WHAT YOU WILL DO >> Give back the line that contains "Task: Read the" and every following line, exactly as they appear, through the end of the data.

INFORMATION SHOWN >>
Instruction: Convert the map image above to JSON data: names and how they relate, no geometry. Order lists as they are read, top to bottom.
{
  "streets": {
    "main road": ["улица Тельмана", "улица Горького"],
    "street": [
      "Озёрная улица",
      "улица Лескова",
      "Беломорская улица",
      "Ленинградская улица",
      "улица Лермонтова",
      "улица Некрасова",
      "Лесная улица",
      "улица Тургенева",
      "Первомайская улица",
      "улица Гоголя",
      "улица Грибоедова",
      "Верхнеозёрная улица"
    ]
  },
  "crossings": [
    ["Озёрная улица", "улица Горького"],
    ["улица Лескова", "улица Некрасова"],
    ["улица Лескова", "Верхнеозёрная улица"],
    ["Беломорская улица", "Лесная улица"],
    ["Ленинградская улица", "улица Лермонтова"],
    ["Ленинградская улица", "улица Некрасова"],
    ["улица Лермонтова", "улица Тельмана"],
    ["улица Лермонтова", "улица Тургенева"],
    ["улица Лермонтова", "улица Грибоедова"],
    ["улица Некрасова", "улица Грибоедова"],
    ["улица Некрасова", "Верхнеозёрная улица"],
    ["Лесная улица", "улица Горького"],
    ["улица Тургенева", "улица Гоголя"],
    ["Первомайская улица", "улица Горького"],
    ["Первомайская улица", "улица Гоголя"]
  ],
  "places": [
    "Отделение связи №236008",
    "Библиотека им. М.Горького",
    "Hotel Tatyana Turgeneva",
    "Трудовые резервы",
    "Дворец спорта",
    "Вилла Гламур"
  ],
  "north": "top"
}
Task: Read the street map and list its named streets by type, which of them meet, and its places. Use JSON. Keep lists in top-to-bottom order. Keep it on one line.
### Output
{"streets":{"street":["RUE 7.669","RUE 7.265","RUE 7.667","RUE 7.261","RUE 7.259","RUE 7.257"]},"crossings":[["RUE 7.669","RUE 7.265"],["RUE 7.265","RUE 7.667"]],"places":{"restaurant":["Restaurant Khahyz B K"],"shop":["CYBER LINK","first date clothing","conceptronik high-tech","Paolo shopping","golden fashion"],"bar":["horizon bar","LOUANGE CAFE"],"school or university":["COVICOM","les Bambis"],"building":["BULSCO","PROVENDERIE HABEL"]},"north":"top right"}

SOLUTION TO THE PROBLEM >>
Task: Read the street map and list its named streets by type, which of them meet, and its places. Use JSON. Keep lists in top-to-bottom order. Keep it on one line.
### Output
{"streets":{"street":["RUE 7.669","RUE 7.265","RUE 7.667","RUE 7.261","RUE 7.259","RUE 7.257"]},"crossings":[["RUE 7.669","RUE 7.265"],["RUE 7.265","RUE 7.667"]],"places":{"restaurant":["Restaurant Khahyz B K"],"shop":["CYBER LINK","first date clothing","conceptronik high-tech","Paolo shopping","golden fashion"],"bar":["horizon bar","LOUANGE CAFE"],"school or university":["COVICOM","les Bambis"],"building":["BULSCO","PROVENDERIE HABEL"]},"north":"top right"}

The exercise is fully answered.